## Task statement
Nothing but the text should be carried over: reproduce all the data exactly and leave out every image.

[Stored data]
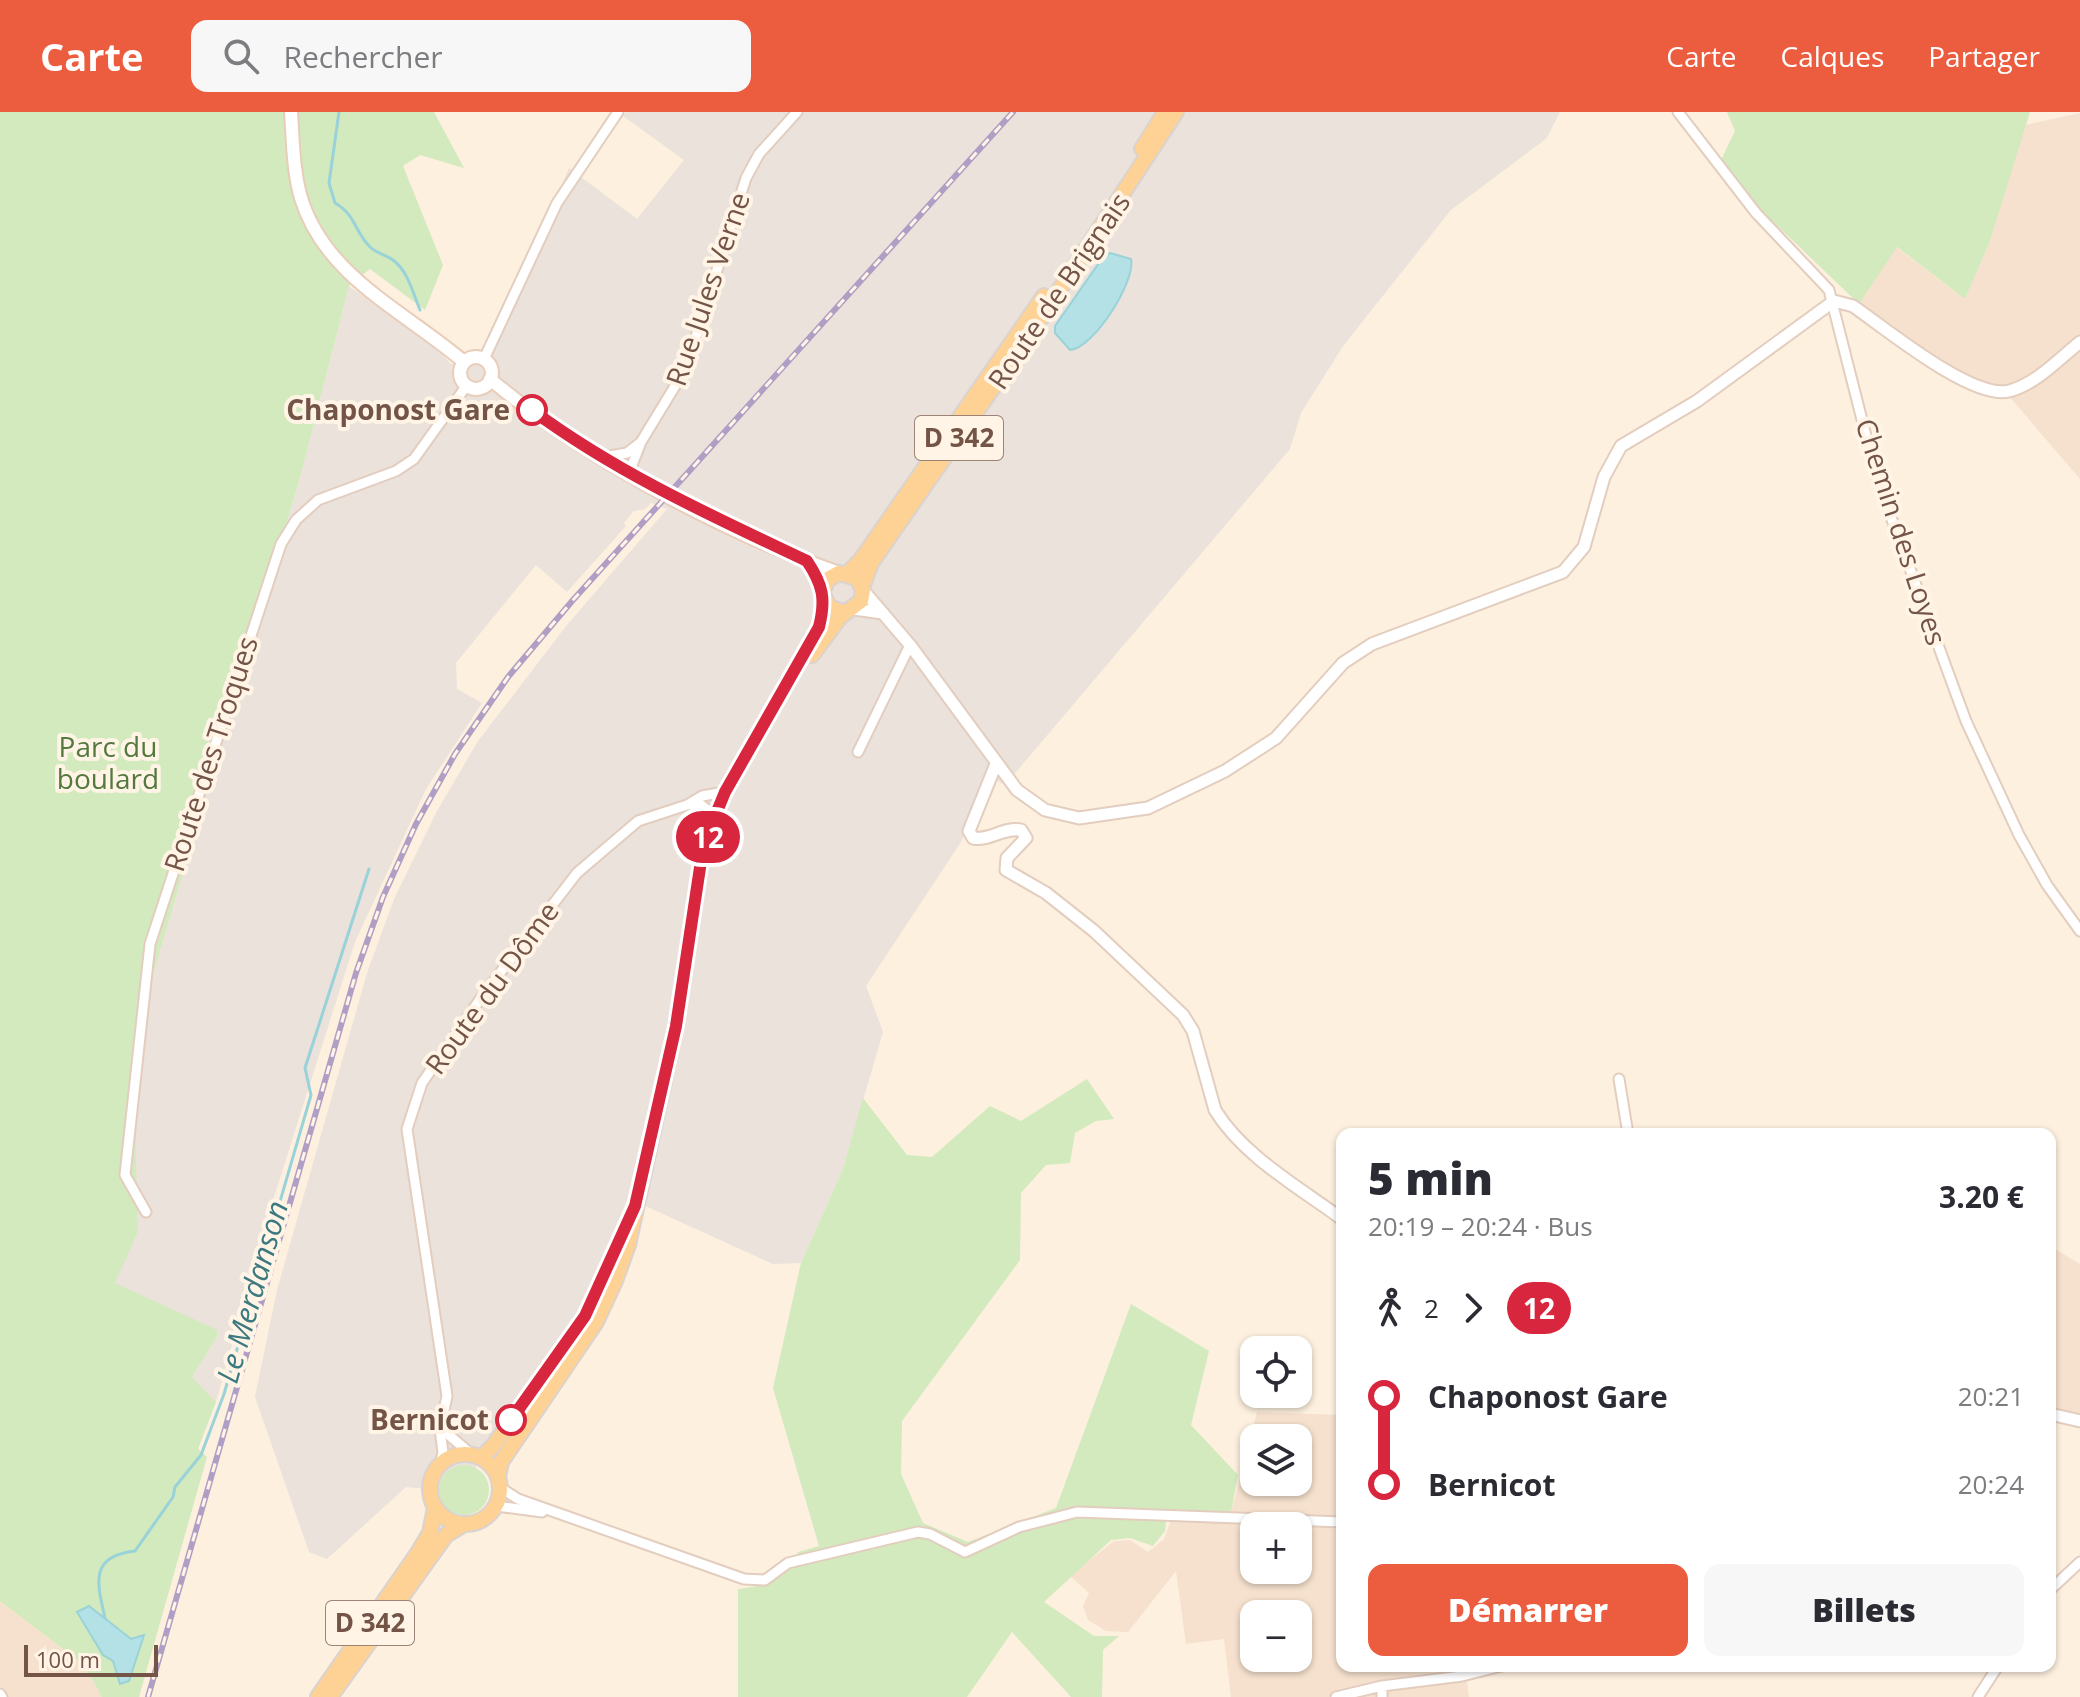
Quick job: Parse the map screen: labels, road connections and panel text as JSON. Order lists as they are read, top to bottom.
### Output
{
  "streets": {
    "main road": ["Route de Brignais", "D 342"],
    "street": [
      "Rue Jules Verne",
      "Chemin des Loyes",
      "Route des Troques",
      "Route du Dôme"
    ]
  },
  "crossings": [
    ["D 342", "Route du Dôme"]
  ],
  "water": ["Le Merdanson"],
  "parks": ["Parc du boulard"],
  "places": ["Chaponost Gare", "Bernicot"],
  "lines": ["bus line 12"],
  "scale_bar": "100 m",
  "page": {
    "header": "Carte",
    "search": "Rechercher",
    "nav": ["Carte", "Calques", "Partager"],
    "on_map": "12",
    "heading": ["5 min", "20:19 – 20:24 · Bus", "3.20 €"],
    "legs": ["2", "12"],
    "map_buttons": ["+", "−"],
    "list": [
      {
        "name": "Chaponost Gare",
        "value": "20:21"
      },
      {
        "name": "Bernicot",
        "value": "20:24"
      }
    ],
    "buttons": ["Démarrer", "Billets"],
    "scale": "100 m"
  }
}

## Result
Quick job: Parse the map screen: labels, road connections and panel text as JSON. Order lists as they are read, top to bottom.
### Output
{
  "streets": {
    "main road": ["Route de Brignais", "D 342"],
    "street": [
      "Rue Jules Verne",
      "Chemin des Loyes",
      "Route des Troques",
      "Route du Dôme"
    ]
  },
  "crossings": [
    ["D 342", "Route du Dôme"]
  ],
  "water": ["Le Merdanson"],
  "parks": ["Parc du boulard"],
  "places": ["Chaponost Gare", "Bernicot"],
  "lines": ["bus line 12"],
  "scale_bar": "100 m",
  "page": {
    "header": "Carte",
    "search": "Rechercher",
    "nav": ["Carte", "Calques", "Partager"],
    "on_map": "12",
    "heading": ["5 min", "20:19 – 20:24 · Bus", "3.20 €"],
    "legs": ["2", "12"],
    "map_buttons": ["+", "−"],
    "list": [
      {
        "name": "Chaponost Gare",
        "value": "20:21"
      },
      {
        "name": "Bernicot",
        "value": "20:24"
      }
    ],
    "buttons": ["Démarrer", "Billets"],
    "scale": "100 m"
  }
}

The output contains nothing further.